So if I don't have a tight fit the patch will burn at the middle of the ball ( the pressure point ) where the gases pass it?
 
The gases are always trying to get by the PRB, and will burn the patches at the ring of contact, between the patch and the bore. If the patch is too thin, you get burning at the ring of contact, tearing of the patches from that ring forward, and sometimes a hole burned in the middle of the back of the patch. The hole in the middle is the clearest indicator that your patch is too thin, or lube is absent. The burned sides, and tearing are indicators of gas cutting, and blow-by, indicating that the patch is NOT filling the grooves adequately, and the lube is insufficient to help seal the contact point.
 
Thanks for the reply Paul, Is this the reason for filler or a over felt wad to eliminate gases passing the ball?
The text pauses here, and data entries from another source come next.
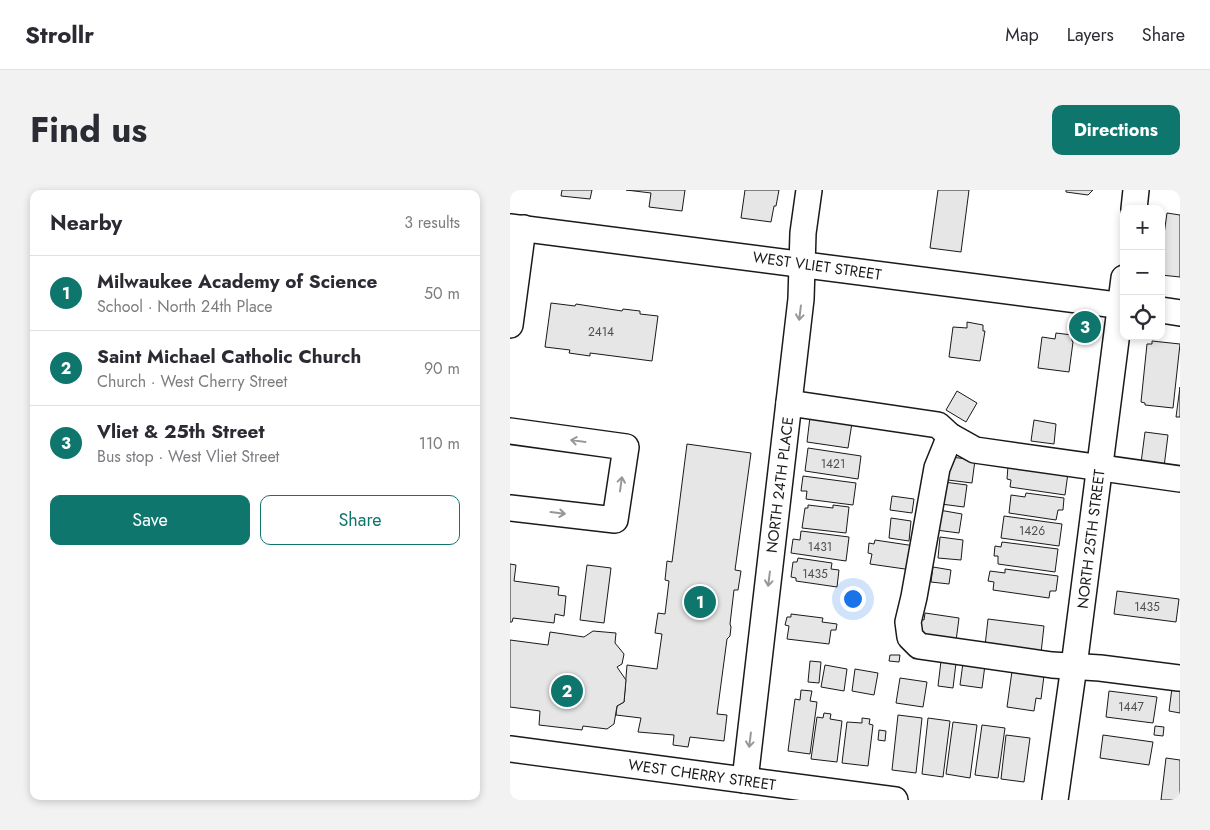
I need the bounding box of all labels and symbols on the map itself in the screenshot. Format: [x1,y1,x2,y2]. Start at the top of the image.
street label: WEST VLIET STREET [751,246,883,286]
one-way arrow [795,305,805,321]
pin: 3 [1069,308,1101,346]
house number: 2414 [588,323,614,341]
street label: NORTH 24TH PLACE [761,416,799,554]
one-way arrow [570,435,586,445]
house number: 1421 [821,455,845,473]
street label: NORTH 25TH STREET [1072,468,1110,610]
one-way arrow [616,476,626,492]
one-way arrow [550,508,566,518]
house number: 1426 [1019,522,1045,540]
house number: 1431 [808,538,832,556]
house number: 1435 [802,565,828,583]
one-way arrow [764,570,774,586]
pin: 1 [684,583,716,621]
your location [840,586,866,612]
house number: 1435 [1134,598,1160,616]
pin: 2 [551,672,583,710]
house number: 1447 [1118,698,1145,716]
one-way arrow [745,732,755,748]
street label: WEST CHERRY STREET [627,754,777,796]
I picked up a can of corn meal a while back because of what I've read here and want to try it under Buffalo Ball-etts, they where by far the best groups that I shot in the past.
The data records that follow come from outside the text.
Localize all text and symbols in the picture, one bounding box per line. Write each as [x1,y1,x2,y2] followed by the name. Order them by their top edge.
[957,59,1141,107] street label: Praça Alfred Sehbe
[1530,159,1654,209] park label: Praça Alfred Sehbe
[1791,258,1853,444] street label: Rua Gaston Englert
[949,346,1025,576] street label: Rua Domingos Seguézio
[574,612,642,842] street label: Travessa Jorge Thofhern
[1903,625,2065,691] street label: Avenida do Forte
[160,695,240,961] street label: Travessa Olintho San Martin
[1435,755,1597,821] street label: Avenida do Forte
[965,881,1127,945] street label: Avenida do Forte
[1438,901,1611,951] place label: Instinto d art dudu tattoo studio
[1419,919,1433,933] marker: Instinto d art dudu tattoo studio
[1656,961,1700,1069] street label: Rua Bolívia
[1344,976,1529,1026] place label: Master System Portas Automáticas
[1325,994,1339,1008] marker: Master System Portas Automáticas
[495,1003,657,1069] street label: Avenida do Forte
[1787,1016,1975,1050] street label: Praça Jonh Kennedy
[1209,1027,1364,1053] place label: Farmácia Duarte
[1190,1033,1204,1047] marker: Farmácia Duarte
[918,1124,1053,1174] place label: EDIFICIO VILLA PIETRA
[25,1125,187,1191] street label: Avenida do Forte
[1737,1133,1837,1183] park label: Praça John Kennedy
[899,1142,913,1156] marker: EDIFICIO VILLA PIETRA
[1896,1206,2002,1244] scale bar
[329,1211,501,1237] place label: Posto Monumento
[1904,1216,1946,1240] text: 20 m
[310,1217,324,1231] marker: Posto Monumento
Are RB's over filler ( corn meal ) a common load? Every time I see a reference to filler or over wads it's in a conical thread. Why is that? Does it have no effect on RB's?
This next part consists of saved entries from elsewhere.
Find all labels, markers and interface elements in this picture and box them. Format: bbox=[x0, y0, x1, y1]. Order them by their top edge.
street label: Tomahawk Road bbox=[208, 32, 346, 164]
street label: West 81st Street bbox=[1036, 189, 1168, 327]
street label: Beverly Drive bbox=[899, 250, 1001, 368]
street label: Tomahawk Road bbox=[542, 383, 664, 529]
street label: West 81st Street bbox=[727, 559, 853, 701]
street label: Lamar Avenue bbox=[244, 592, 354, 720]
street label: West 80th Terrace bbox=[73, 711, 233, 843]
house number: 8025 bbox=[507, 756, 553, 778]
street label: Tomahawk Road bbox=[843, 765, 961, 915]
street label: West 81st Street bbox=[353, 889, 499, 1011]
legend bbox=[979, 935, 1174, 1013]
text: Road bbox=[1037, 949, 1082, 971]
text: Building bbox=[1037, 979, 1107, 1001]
Thanks for your time and have you ever had any luck with Ball-etts?
 
I have never used the balletts personally, because my rifle was designed for RB only. However, I have witnessed other shooters shoot them, in their guns, and they seem to be very accurate.

Using Corn meal is both cheap, and easy. I put mine in a metal flask I was given years ago to carry powder for a replica revolver I have since sold. I bought a 20 and 50 grain spout to put in the flask, so I could easily measure out a desired volume. The 20 grain spout seems to work in my .50 cal. rifle. The .50 grain spout will be used for my 20 gauge fowler.

I am not a fan of the felt wads, simply because they are expensive- and I don't believe they hold the gas pressure back as well as the fiber wads, or OS cards made of cardboard do. I have seen a 200+ fps difference between using the two different wads. I have not chronographed oversize felt wads, as one member here apparently uses, but he is reporting slower velocities out of his guns than I get from mine in the same caliber, when I use the stiffer wads. I don't want a wad that will curl around the backside of a PRB when the gun is fired. INstead, I want a stiff enough wad that will maintain its shape, and maintain full contact with both the lands and grooves of my barrel as the load is moving out of the barrel. I have been using some .50 caliber fiber OP wads in my rifle only because I was given some to try. My cornmeal is sitting back waiting for me to wring out these fiber wads( Walter's Fiber wads)and make a decision as to whether I will buy more, or simply return to using corn meal.

Although putting corn meal down the barrel after pouring in the powder does not take a lot of time, it IS an extra step, and I suspect that is why more shooters don't use the fillers in the RB loads. If the members here are at all representative, most shooters don't bother to use a chronograph to test their loads, cleaning and loading procedures to maximize accuracy, and don't care. Close is good enough for them.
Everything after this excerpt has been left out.